Stan Pounds put my friends and I in a holding cell for curfew violation. And more than once he blessed us with his presence at Mildred's Palace, and underage gay disco. We had a love/hate relationship with him in those days. Ultimately, I think we knew he was concerned about our safety. I suppose it says something that he is a legend among police among the older LGBTQ population in Portland. Party on, Stan!

Andrea Lafayette
Former teen-age curfew violater who experienced Officer Pounds

April 16, 2018

thank you all u have talked about my father i never knew him i know he was a great wounderful man thank for your thoughts

his daugeter

lbsstan
daugter

February 23, 2014

Stan and I worked together in '81-'82, patrolling on foot and in an unmarked unit in the downtown core area. We later worked together in the Drug and Vice Division as Vice Investigators. He was high energy with an amazing work ethic. Besides working harder than most officers at work, he managed multiple rental units, apartments, and commercial enterprises, that he had accumulated through hard work and keen business acumen. I remember him holding me back from driving up on a purse snatcher that was being dealt with by citizens, who had ran him down, after he knocked down an elderly woman. Stan said, "let justice take its course," and after a good thumping by the citizenry, he told me to roll in and thank those citizens for "getting involved."
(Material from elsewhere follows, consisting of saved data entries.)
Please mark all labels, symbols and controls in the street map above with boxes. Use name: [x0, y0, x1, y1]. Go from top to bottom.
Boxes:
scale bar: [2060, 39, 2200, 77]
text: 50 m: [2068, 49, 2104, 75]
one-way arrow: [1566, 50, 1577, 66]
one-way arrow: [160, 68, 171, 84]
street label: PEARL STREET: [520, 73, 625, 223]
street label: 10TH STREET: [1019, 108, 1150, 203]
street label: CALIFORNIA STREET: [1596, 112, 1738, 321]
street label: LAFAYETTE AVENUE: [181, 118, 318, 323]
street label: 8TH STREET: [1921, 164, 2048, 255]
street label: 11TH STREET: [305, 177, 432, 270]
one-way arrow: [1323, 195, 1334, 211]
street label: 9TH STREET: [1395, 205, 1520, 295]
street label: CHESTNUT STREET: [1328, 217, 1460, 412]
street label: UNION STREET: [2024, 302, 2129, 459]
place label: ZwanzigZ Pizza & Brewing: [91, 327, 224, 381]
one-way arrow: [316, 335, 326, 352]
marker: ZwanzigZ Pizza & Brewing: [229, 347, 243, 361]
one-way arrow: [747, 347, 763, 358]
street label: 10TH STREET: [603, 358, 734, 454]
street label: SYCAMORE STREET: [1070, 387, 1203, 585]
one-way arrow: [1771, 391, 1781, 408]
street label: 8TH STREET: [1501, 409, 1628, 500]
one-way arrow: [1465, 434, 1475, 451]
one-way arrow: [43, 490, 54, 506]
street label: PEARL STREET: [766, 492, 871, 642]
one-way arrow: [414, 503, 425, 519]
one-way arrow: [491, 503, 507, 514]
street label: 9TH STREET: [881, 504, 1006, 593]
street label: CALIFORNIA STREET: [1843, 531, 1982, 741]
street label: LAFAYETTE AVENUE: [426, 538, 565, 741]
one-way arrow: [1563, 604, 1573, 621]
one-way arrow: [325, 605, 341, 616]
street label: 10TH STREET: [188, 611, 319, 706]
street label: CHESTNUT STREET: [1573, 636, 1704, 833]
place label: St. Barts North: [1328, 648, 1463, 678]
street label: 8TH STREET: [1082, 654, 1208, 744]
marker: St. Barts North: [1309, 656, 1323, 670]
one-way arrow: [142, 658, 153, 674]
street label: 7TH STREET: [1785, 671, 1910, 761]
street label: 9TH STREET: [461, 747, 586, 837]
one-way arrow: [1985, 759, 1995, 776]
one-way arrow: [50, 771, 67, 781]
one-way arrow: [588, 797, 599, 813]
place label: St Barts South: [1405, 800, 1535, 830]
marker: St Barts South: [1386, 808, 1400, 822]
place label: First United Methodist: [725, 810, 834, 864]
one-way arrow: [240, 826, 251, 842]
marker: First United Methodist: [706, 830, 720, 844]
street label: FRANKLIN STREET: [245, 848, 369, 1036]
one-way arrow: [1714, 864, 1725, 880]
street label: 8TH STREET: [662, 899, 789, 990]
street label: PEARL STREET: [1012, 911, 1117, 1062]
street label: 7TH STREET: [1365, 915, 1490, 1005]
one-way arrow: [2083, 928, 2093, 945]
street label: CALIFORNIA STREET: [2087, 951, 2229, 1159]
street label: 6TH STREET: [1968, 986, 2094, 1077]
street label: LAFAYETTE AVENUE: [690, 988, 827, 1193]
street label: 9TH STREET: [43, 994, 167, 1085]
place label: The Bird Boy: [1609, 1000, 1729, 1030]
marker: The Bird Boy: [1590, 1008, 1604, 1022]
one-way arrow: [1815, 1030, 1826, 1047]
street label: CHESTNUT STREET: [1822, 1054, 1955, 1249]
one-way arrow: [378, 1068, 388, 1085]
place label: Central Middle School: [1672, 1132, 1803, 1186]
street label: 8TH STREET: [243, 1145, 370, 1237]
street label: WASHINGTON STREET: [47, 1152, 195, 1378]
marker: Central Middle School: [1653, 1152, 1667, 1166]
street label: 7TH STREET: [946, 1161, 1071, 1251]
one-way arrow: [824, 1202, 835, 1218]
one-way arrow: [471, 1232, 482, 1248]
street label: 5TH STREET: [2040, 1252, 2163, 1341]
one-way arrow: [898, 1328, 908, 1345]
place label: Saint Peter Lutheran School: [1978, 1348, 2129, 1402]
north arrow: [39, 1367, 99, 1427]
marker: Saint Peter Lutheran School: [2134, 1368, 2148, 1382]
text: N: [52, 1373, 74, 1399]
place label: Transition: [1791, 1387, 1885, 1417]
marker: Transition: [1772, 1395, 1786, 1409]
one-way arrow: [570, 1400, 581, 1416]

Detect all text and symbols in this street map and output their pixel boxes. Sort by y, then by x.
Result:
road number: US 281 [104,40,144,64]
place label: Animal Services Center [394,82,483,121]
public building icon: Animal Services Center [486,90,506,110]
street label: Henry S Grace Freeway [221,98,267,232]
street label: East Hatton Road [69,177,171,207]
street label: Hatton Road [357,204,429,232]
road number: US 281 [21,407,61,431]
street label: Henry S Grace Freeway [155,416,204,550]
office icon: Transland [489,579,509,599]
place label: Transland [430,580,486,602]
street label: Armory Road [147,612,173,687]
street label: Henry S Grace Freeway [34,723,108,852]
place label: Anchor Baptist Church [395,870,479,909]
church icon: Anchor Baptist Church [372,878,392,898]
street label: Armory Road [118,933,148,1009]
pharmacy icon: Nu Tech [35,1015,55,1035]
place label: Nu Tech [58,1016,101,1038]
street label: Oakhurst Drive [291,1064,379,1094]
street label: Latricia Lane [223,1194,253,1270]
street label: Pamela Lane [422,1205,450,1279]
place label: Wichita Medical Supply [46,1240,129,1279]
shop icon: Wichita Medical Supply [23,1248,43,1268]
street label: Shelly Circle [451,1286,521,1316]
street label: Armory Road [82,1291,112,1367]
On another occasion he turned the controls of his airplane over to me, as we headed north to Seattle, en route to an Asian Gang conference. He fell asleep, knowing I had never flown, but gave me good directions and a time frame in which to wake him-prior to the landing. He was a great man, that squeezed a lot of living into the time he shared with us. Dirk Anderson

Retired PPB/OSP/USMS/ current DOJ
Former Partner

January 15, 2014

Officer Pounds,
On today, the 28th anniversary of your death I would just like to say thank you for your service and sacrifice for the citizens of Portland. And to your family and loved ones, I wish to extend my deepest sympathy.

R.I.P;.
USBP

Anonymous
U.S. Border Patrol

July 18, 2012

I knew Larry.
He was a good cop.

Officer Leonard Collins
PPB

July 13, 2011

Your heroism and service is honored today, the 26th anniversary of your death. Your memory lives and you continue to inspire. Thank you for your service. My cherished son Larry Lasater was a fellow police officer who was murdered in the line of duty on April 24, 2005 while serving as a Pittsburg, CA police officer.

Time never diminishes respect. Your memory will always be honored and revered. Rest In Peace.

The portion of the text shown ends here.